_Problem description_. Find each line below containing the word "Elif" and copy it.

Saved data entries:
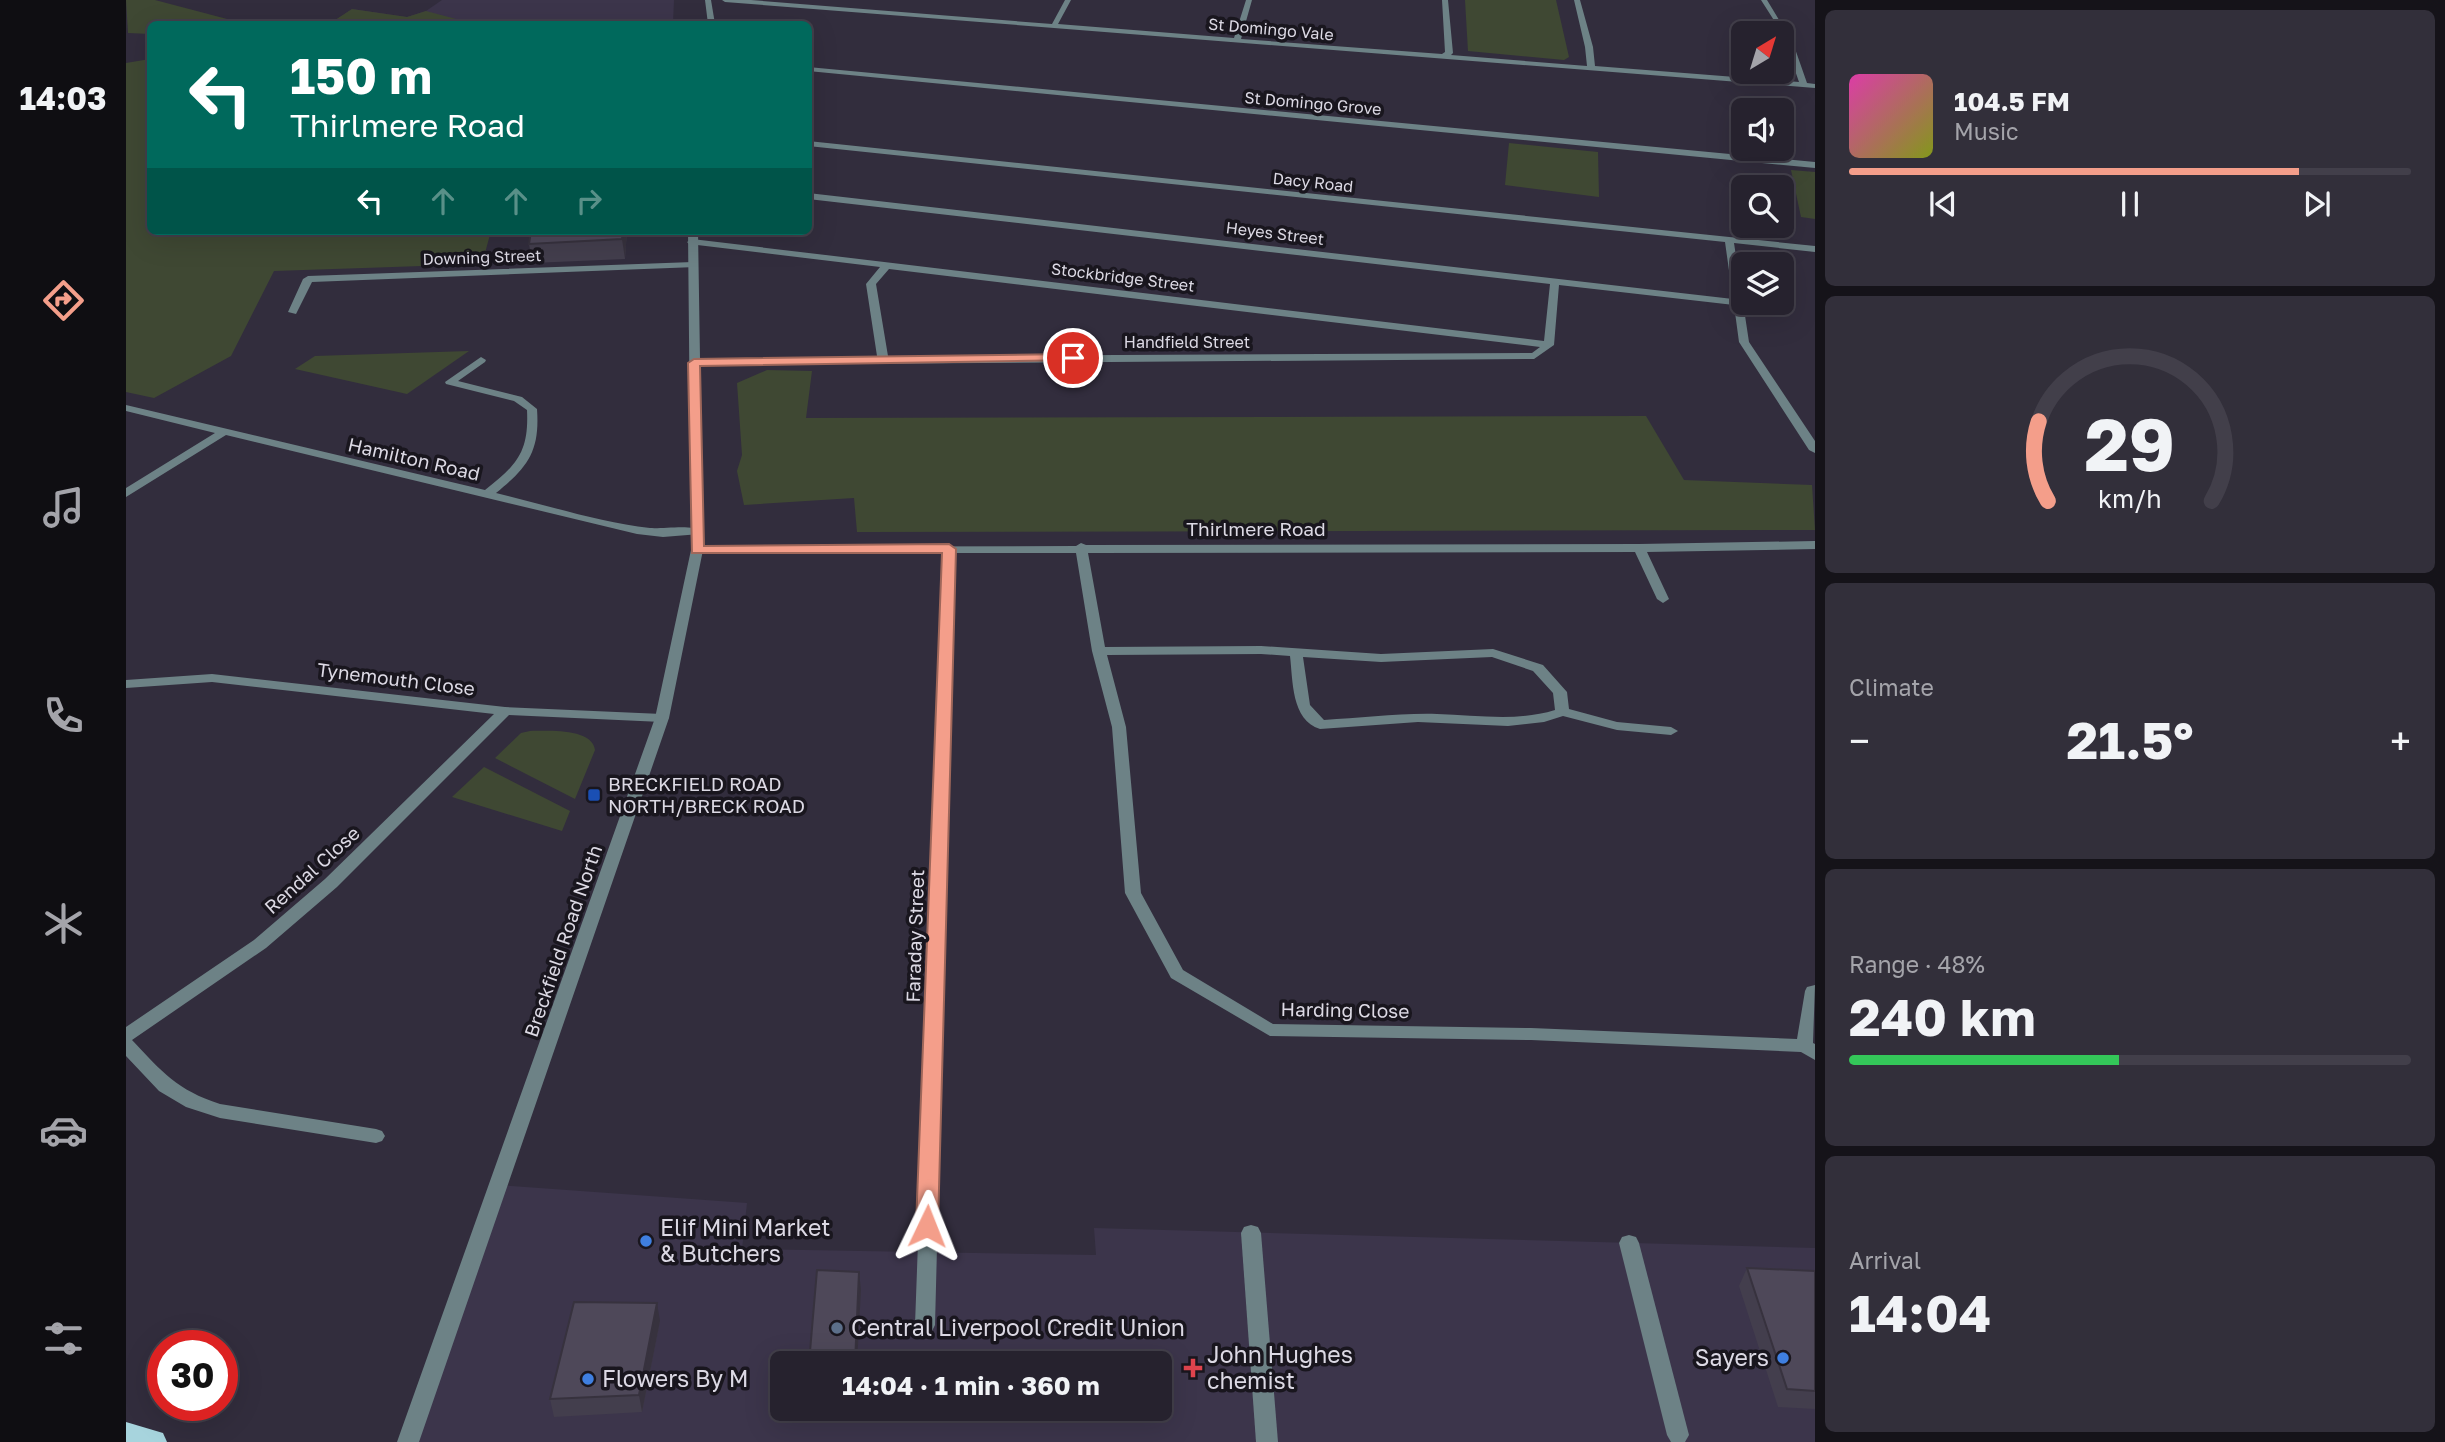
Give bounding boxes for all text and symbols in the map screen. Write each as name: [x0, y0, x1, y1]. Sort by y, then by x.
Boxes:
street label: St Domingo Vale: [1207, 14, 1335, 44]
north arrow: [1731, 21, 1794, 84]
map controls: [1731, 21, 1794, 315]
text: 150 m: [290, 46, 432, 105]
icon: left: [175, 49, 266, 140]
text: 14:03: [19, 79, 107, 117]
text: 104.5 FM: [1954, 86, 2070, 117]
street label: St Domingo Grove: [1244, 87, 1382, 119]
button: sound: [1731, 98, 1794, 161]
text: Thirlmere Road: [290, 106, 525, 144]
text: Music: [1954, 117, 2019, 145]
street label: Dacy Road: [1272, 168, 1354, 196]
button: search: [1731, 175, 1794, 238]
icon: left: [351, 182, 389, 220]
icon: ahead: [424, 182, 462, 220]
icon: ahead: [497, 182, 535, 220]
icon: right: [570, 182, 608, 220]
icon: previous: [1924, 185, 1962, 223]
icon: pause: [2111, 185, 2149, 223]
icon: next: [2298, 185, 2336, 223]
street label: Heyes Street: [1225, 217, 1325, 249]
street label: Downing Street: [422, 245, 542, 269]
button: layers: [1731, 252, 1794, 315]
street label: Stockbridge Street: [1050, 258, 1196, 296]
icon: directions: [39, 276, 88, 325]
pin: [1043, 328, 1103, 388]
street label: Handfield Street: [1124, 332, 1250, 352]
icon: arrive: [1054, 339, 1092, 377]
text: 29: [2085, 400, 2175, 487]
street label: Hamilton Road: [346, 432, 482, 485]
text: km/h: [2098, 482, 2162, 513]
icon: music: [39, 483, 88, 532]
street label: Thirlmere Road: [1186, 517, 1326, 540]
street label: Tynemouth Close: [316, 657, 476, 700]
text: Climate: [1849, 673, 1934, 701]
icon: phone: [39, 691, 88, 740]
text: 21.5°: [2066, 708, 2194, 770]
text: −: [1849, 718, 1870, 763]
text: +: [2390, 718, 2411, 763]
place label: BRECKFIELD ROAD NORTH/BRECK ROAD: [608, 772, 805, 817]
marker: BRECKFIELD ROAD NORTH/BRECK ROAD: [586, 787, 602, 803]
street label: Rendal Close: [259, 821, 364, 918]
street label: Breckfield Road North: [519, 842, 606, 1040]
street label: Faraday Street: [901, 869, 928, 1003]
icon: climate: [39, 899, 88, 948]
text: Range · 48%: [1849, 950, 1985, 978]
text: 240 km: [1849, 985, 2036, 1047]
street label: Harding Close: [1281, 997, 1409, 1022]
icon: car: [39, 1106, 88, 1155]
position arrow: [890, 1189, 964, 1263]
place label: Elif Mini Market & Butchers: [660, 1213, 831, 1267]
marker: Elif Mini Market & Butchers: [638, 1233, 654, 1249]
text: Arrival: [1849, 1246, 1921, 1274]
text: 14:04: [1849, 1281, 1991, 1343]
place label: Central Liverpool Credit Union: [851, 1313, 1185, 1341]
icon: filters: [39, 1314, 88, 1363]
marker: Central Liverpool Credit Union: [829, 1320, 845, 1336]
speed limit sign: 30: [147, 1330, 238, 1421]
place label: John Hughes chemist: [1207, 1340, 1353, 1394]
place label: Sayers: [1695, 1343, 1769, 1371]
marker: Sayers: [1775, 1350, 1791, 1366]
marker: John Hughes chemist: [1185, 1360, 1201, 1376]
place label: Flowers By M: [602, 1364, 749, 1392]
text: 14:04 · 1 min · 360 m: [842, 1370, 1100, 1401]
marker: Flowers By M: [580, 1371, 596, 1387]

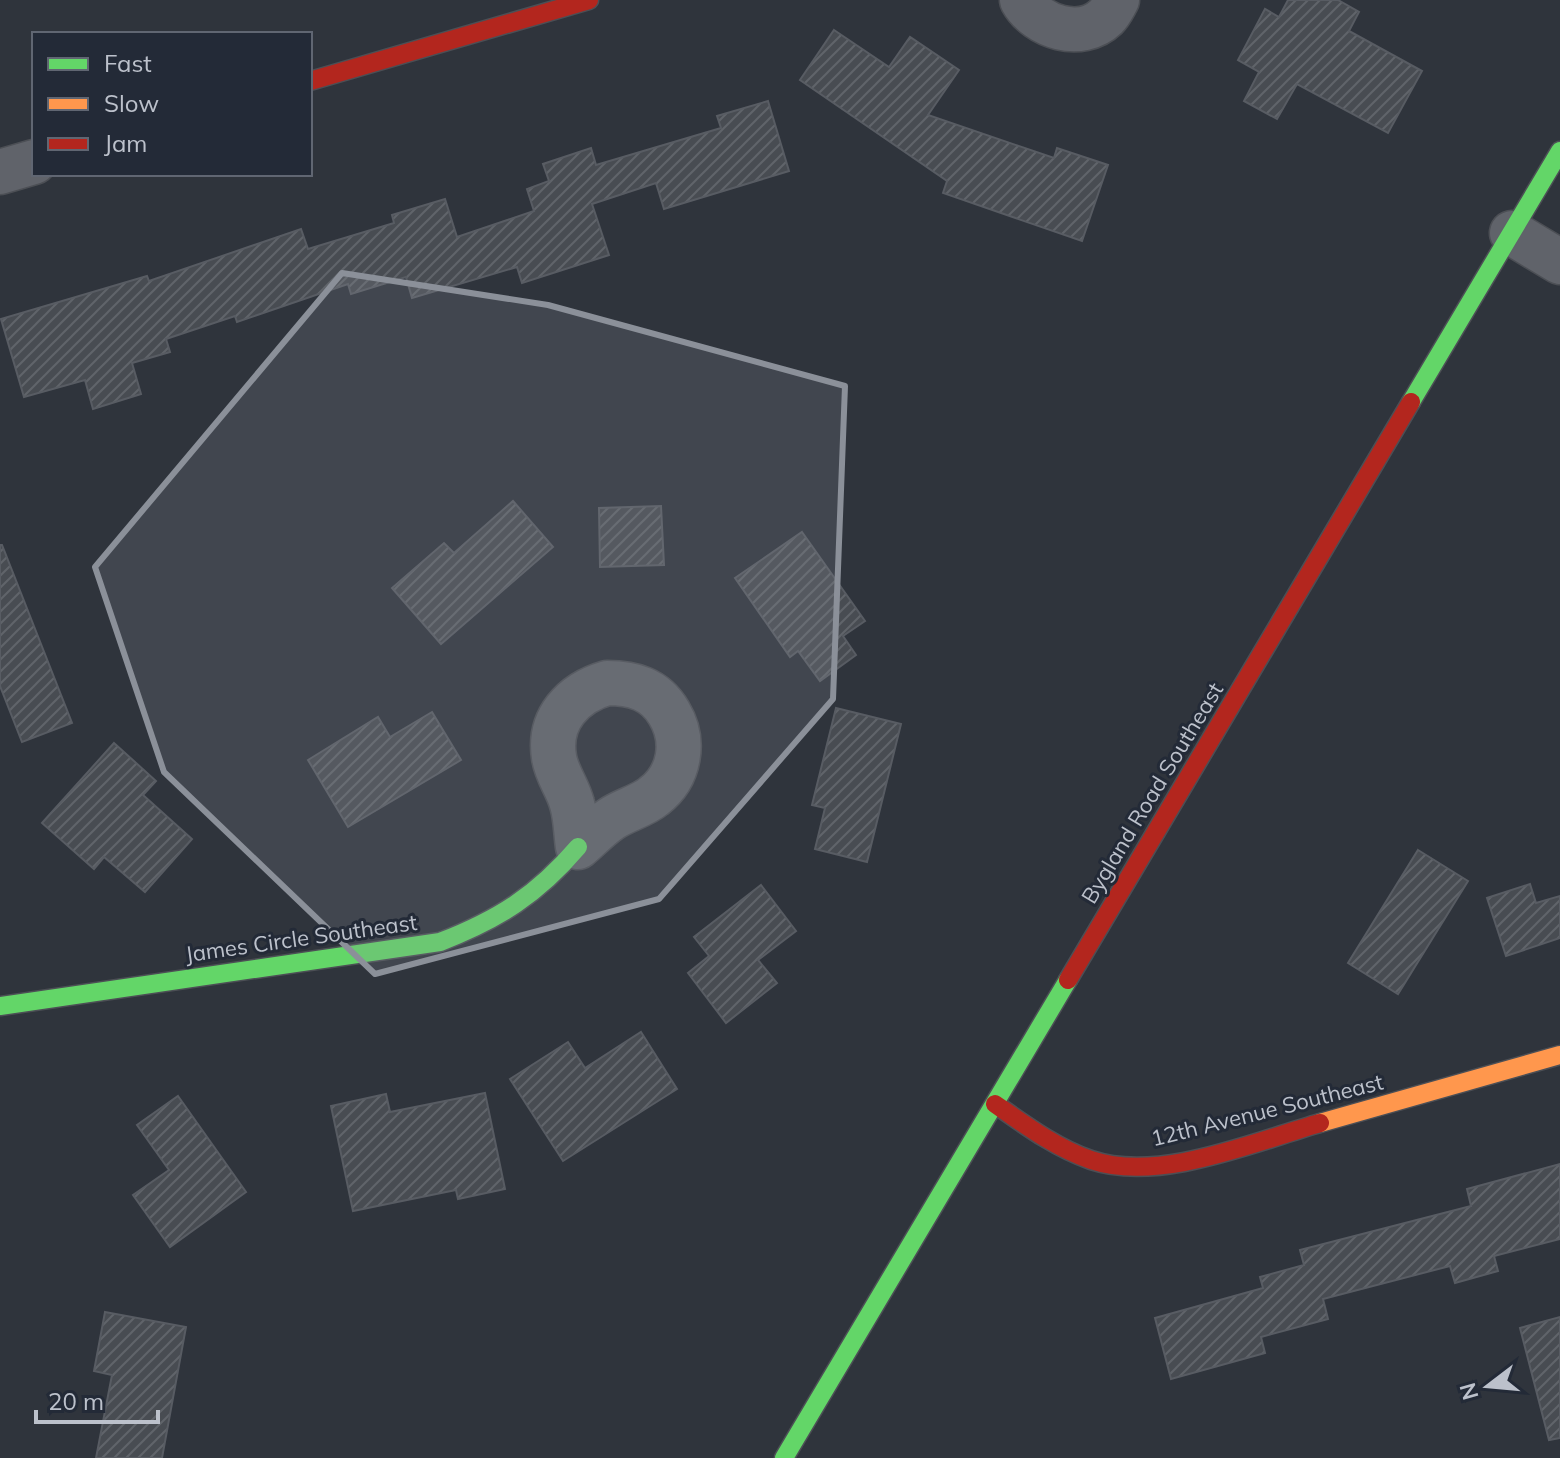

_Solution_.
place label: Elif Mini Market & Butchers: [660, 1213, 831, 1267]
marker: Elif Mini Market & Butchers: [638, 1233, 654, 1249]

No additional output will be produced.